The biggest advantage of this architecture is that we now have a simple pipeline of transformations, taking us from the original external model into the final generated code:

This orchestration pipeline is conceptually similar to the architecture of a compiler, and each of these high-level transforms can be thought of as a "lowering phase" where we move to lower and lower levels of abstraction. However, for a proper technical explanation of the approach you'll have to wait for the PhD thesis to be published.

This work has enabled us to do a number of important clean ups, such as:

core models now have a uniform structure, with distinct meta-models, transform-sets and transform contexts. We don't have special cases any more.
all of the mix-and-match processing that occurred inside of the coding model is now gone (e.g. injection work, extraction work, etc).
the creation of the extraction transform pipeline made things significantly easier to implement features such as diffing and the dry run mode (see user visible changes).

Reactivate all system tests

One of the biggest problems we faced of late has been a lack of adequate testing. Whilst we were experimenting with the architecture, we had to disable all system tests as they became completely out of sync with the (admittedly crazy) experiments we were carrying out. However, before we can enter the last few refactors, we desperately needed to have system tests again.

This sprint saw a lot of infrastructural work to enable a more sensible approach to system testing; one that takes into account both reference models (C++ and C#) as well as using dogen's own models. In order to make this practical, we ended up having to improve the conversion of Dia models into JSON as well. On the plus side, our code coverage has experienced a marked uptick:

However, analysis reveals that we are still not testing a fair bit of the generated code, so next sprint the objective is to close the gap further in code coverage and testing.

User visible changes

We've finally got round creating a video to demo the user visible features added in this sprint:

Hopefully this will become a habit from now on. The next sections describe in more detail the key user visible changes.

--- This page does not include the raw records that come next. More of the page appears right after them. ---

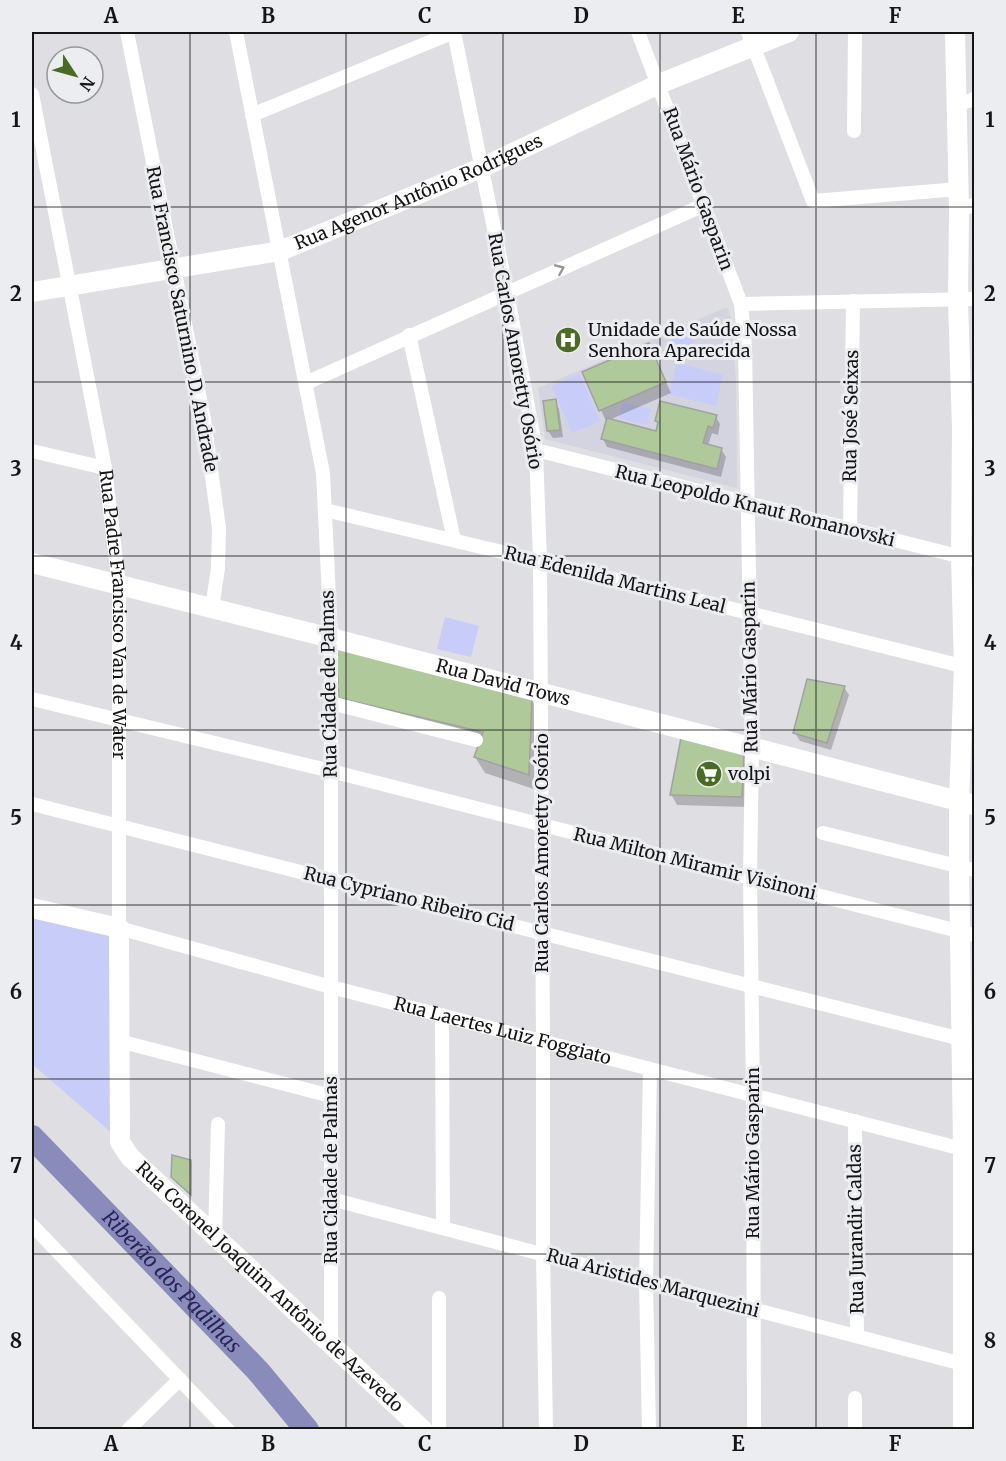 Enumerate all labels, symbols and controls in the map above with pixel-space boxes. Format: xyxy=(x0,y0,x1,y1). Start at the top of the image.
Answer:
text: A xyxy=(103,3,119,28)
text: B xyxy=(261,3,275,28)
text: C xyxy=(418,3,432,28)
text: D xyxy=(573,3,589,28)
text: E xyxy=(731,3,745,28)
text: F xyxy=(889,3,902,28)
north arrow xyxy=(45,45,105,105)
text: N xyxy=(75,73,99,95)
street label: Rua Mário Gasparin xyxy=(658,104,739,274)
text: 1 xyxy=(11,107,21,132)
text: 1 xyxy=(985,107,995,132)
street label: Rua Agenor Antônio Rodrigues xyxy=(291,129,546,255)
street label: Rua Francisco Saturnino D. Andrade xyxy=(142,164,223,474)
street label: Rua Carlos Amoretty Osório xyxy=(483,231,548,471)
one-way arrow xyxy=(554,264,565,276)
text: 2 xyxy=(10,281,22,306)
text: 2 xyxy=(984,281,996,306)
place label: Unidade de Saúde Nossa Senhora Aparecida xyxy=(588,318,797,362)
hospital icon: Unidade de Saúde Nossa Senhora Aparecida xyxy=(553,325,583,355)
street label: Rua José Seixas xyxy=(838,350,863,482)
text: 3 xyxy=(10,456,22,481)
text: 3 xyxy=(984,456,996,481)
street label: Rua Leopoldo Knaut Romanovski xyxy=(613,460,898,552)
street label: Rua Padre Francisco Van de Water xyxy=(94,468,131,760)
street label: Rua Edenilda Martins Leal xyxy=(502,541,729,618)
street label: Rua Mário Gasparin xyxy=(737,581,762,753)
street label: Rua Cidade de Palmas xyxy=(315,590,342,778)
text: 4 xyxy=(10,630,23,655)
text: 4 xyxy=(984,630,997,655)
street label: Rua David Tows xyxy=(433,654,573,711)
street label: Rua Carlos Amoretty Osório xyxy=(530,733,553,973)
supermarket icon: volpi xyxy=(694,759,724,789)
place label: volpi xyxy=(727,762,771,785)
text: 5 xyxy=(10,805,22,830)
text: 5 xyxy=(984,805,996,830)
street label: Rua Milton Miramir Visinoni xyxy=(571,822,819,905)
street label: Rua Cypriano Ribeiro Cid xyxy=(302,861,517,936)
text: 6 xyxy=(10,979,22,1004)
text: 6 xyxy=(984,979,996,1004)
street label: Rua Laertes Luiz Foggiato xyxy=(392,992,614,1069)
street label: Rua Mário Gasparin xyxy=(741,1067,764,1239)
street label: Rua Cidade de Palmas xyxy=(319,1076,342,1264)
street label: Rua Jurandir Caldas xyxy=(843,1144,868,1314)
text: 7 xyxy=(10,1153,22,1178)
text: 7 xyxy=(984,1153,996,1178)
street label: Rua Coronel Joaquim Antônio de Azevedo xyxy=(131,1156,408,1417)
water label: Riberão dos Padilhas xyxy=(97,1205,247,1358)
street label: Rua Aristides Marquezini xyxy=(544,1243,762,1322)
text: 8 xyxy=(10,1328,22,1353)
text: 8 xyxy=(984,1328,996,1353)
text: A xyxy=(103,1431,119,1456)
text: B xyxy=(261,1431,275,1456)
text: C xyxy=(418,1431,432,1456)
text: D xyxy=(573,1431,589,1456)
text: E xyxy=(731,1431,745,1456)
text: F xyxy=(889,1431,902,1456)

Improvements on handling of references

There were two key changes on how references are processed. First, we no longer automatically include system models. From now on, these are treated just like any other model and must be included manually. As an example, a C++ model using the STL, C++ built-in types and boost would now need to have the following references:

#DOGEN masd.injection.reference=cpp.builtins
#DOGEN masd.injection.reference=cpp.std
#DOGEN masd.injection.reference=cpp.boost

Whilst it is a bit of an inconvenience to have to add these to every other model (specially builtins and std), this does mean that there are now no special cases and no need for "speculative processing" of models. In the past we loaded all system models and there was a lot of extra logic to determine which ones where needed by whom (e.g. do not load C# system models for a C++ model, but maybe load it for a LAM model, etc). We have now placed the onus of determining what should be loaded onto the user, who knows what models to load.

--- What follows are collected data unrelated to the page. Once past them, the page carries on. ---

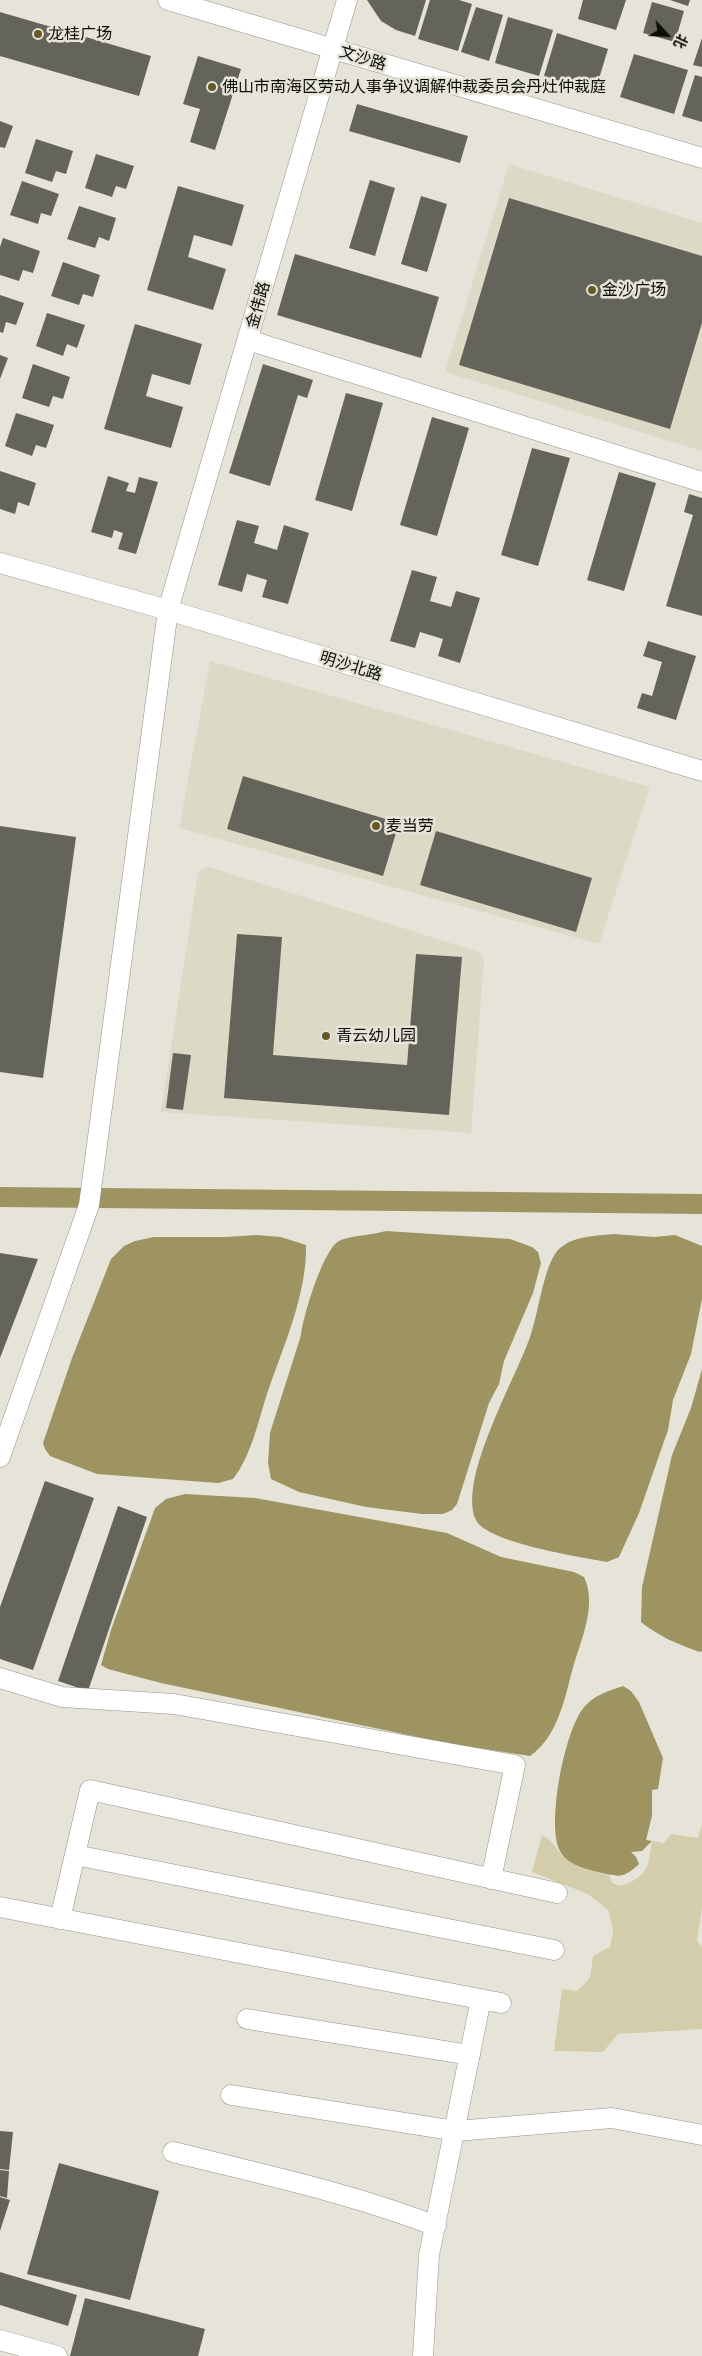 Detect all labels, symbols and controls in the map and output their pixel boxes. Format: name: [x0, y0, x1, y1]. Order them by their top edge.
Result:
north arrow: [642, 10, 692, 60]
place label: 龙桂广场: [48, 24, 112, 44]
marker: 龙桂广场: [32, 28, 44, 40]
text: 北: [670, 32, 692, 51]
street label: 文沙路: [337, 42, 389, 74]
place label: 佛山市南海区劳动人事争议调解仲裁委员会丹灶仲裁庭: [222, 77, 606, 97]
marker: 佛山市南海区劳动人事争议调解仲裁委员会丹灶仲裁庭: [206, 81, 218, 93]
street label: 金伟路: [242, 279, 274, 331]
place label: 金沙广场: [602, 280, 666, 300]
marker: 金沙广场: [586, 284, 598, 296]
street label: 明沙北路: [318, 647, 384, 685]
place label: 麦当劳: [386, 816, 434, 836]
marker: 麦当劳: [370, 820, 382, 832]
place label: 青云幼儿园: [336, 1026, 416, 1046]
marker: 青云幼儿园: [320, 1030, 332, 1042]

A second related change is that references are now transitive. This means that if model A depends on model B which depends on model C, you no longer need to add a reference to model C in model A as you had to in the past; the reference from model B to model C will be honoured. Sounds like a trivial change, but in reality this was only possible because of the move towards a simplified pipeline (as outlined in the previous section).

Dry-run mode

One of the biggest annoyances we've had is the need to code generate in order to see what would change. The problem with C++ is that, if the generated code is not what you'd expect - a fairly common occurrence when you are developing the code generator, as it turns out - you end up with a large number of rebuilt translation units for no good reason. Thus we copied the idea from vcpkg and others of a "dry-run mode": in effect, do all the transforms and produce all the generated code, but don't actually write it to the filesystem. Of course, the logical conclusion is that some kind of diffing mechanism is required in order to see what would change. For this we relied on the nifty Diff Template Library, which provides a very simple way of producing unified diffs from C++. Sadly it was not on vcpkg, but the most excellent vcpkg developers responded quickly to our PR, so you if you'd like to use it, you can now simply vcpkg install dtl.

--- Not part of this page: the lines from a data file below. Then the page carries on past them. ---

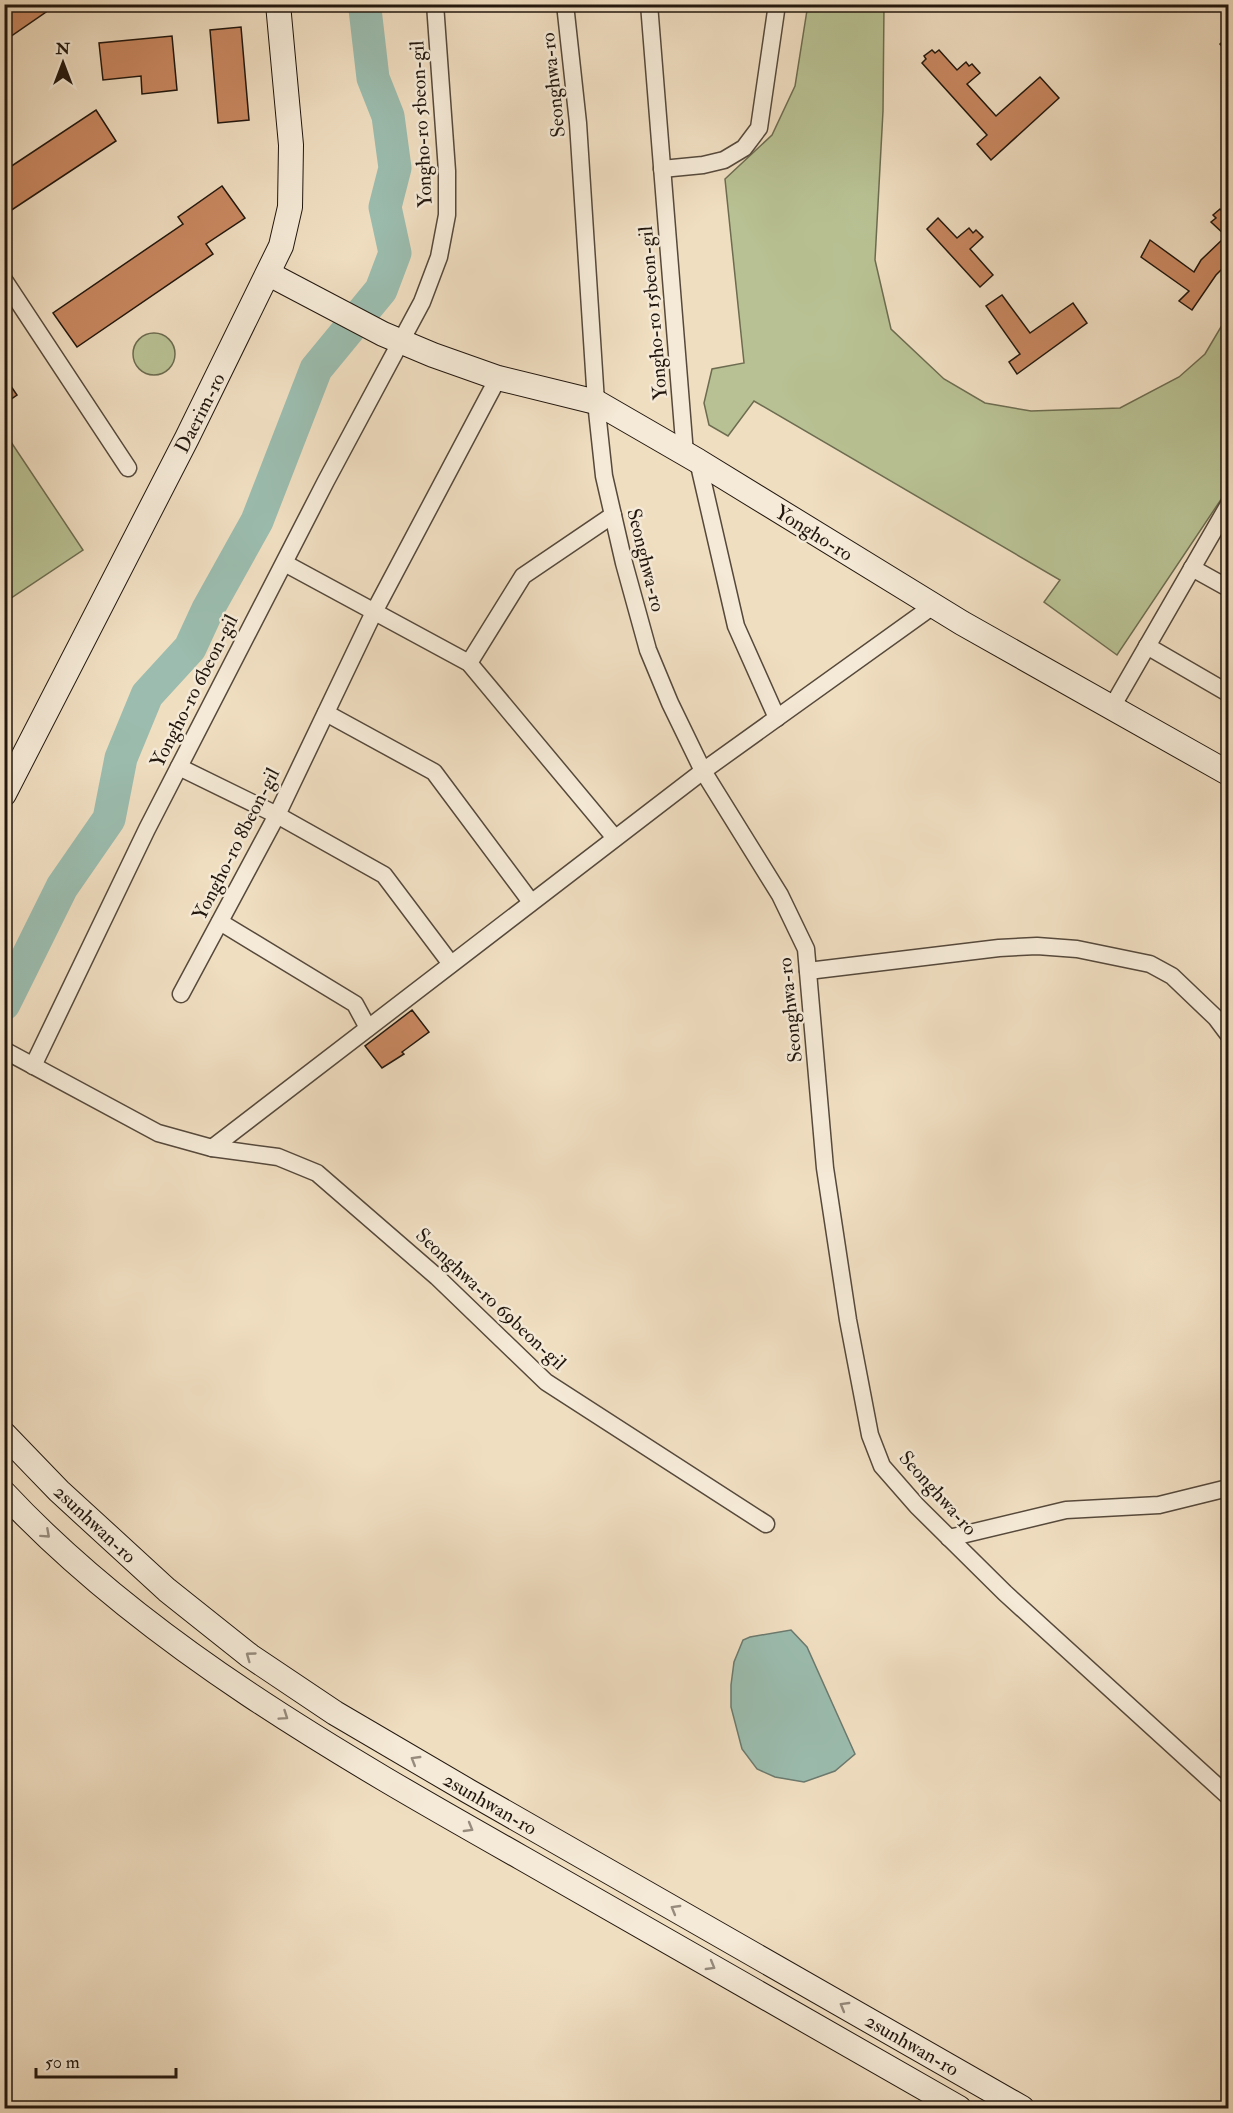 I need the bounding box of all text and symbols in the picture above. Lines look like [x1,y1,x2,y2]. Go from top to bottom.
street label: Seonghwa-ro [535,31,571,139]
north arrow [33,33,93,93]
text: N [55,39,71,59]
street label: Yongho-ro 5beon-gil [404,40,438,208]
street label: Yongho-ro 15beon-gil [633,225,673,401]
street label: Daerim-ro [169,369,231,457]
street label: Yongho-ro [770,499,858,567]
street label: Seonghwa-ro [621,506,671,614]
street label: Yongho-ro 6beon-gil [145,610,243,772]
street label: Yongho-ro 8beon-gil [187,764,285,924]
street label: Seonghwa-ro [772,956,808,1064]
street label: Seonghwa-ro 69beon-gil [410,1223,572,1375]
street label: Seonghwa-ro [893,1445,983,1541]
street label: 2sunhwan-ro [48,1479,142,1569]
one-way arrow [39,1527,50,1538]
one-way arrow [246,1652,257,1663]
one-way arrow [277,1709,288,1720]
one-way arrow [411,1755,421,1767]
street label: 2sunhwan-ro [439,1767,541,1841]
one-way arrow [462,1821,473,1832]
one-way arrow [671,1905,681,1917]
one-way arrow [705,1959,715,1970]
one-way arrow [840,2002,850,2014]
street label: 2sunhwan-ro [861,2008,963,2082]
scale bar [36,2041,176,2079]
text: 50 m [45,2051,80,2074]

As a result, with a fairly simple incantation, you can now see what dogen would like to do to your current state. For example, say we've updated the comment for property attribute of the hello_world.dia test model; to check our changes, we could do:

$ ./masd.dogen.cli generate --target hello_world.dia --dry-run-mode-enabled --diffing-enabled --diffing-destination console
diff -u include/dogen.hello_world/types/one_property.hpp include/dogen.hello_world/types/one_property.hpp
Reason: Changed generated file.
---  include/dogen.hello_world/types/one_property.hpp
+++  include/dogen.hello_world/types/one_property.hpp
@@ -33,7 +33,7 @@
 
 public:
     /**
-     * @brief This is a sample property.
+     * @brief This is a sample property. Test diff
      */
     /**@{*/
     const std::string& property() const;

Whilst the arguments required may appear a bit excessive at this point, we decided to roll out the feature as is to gain a better understanding of how we use it. We will then clean up the arguments as required (for example, should dry run mode default to --diffing-enabled --diffing-destination console?).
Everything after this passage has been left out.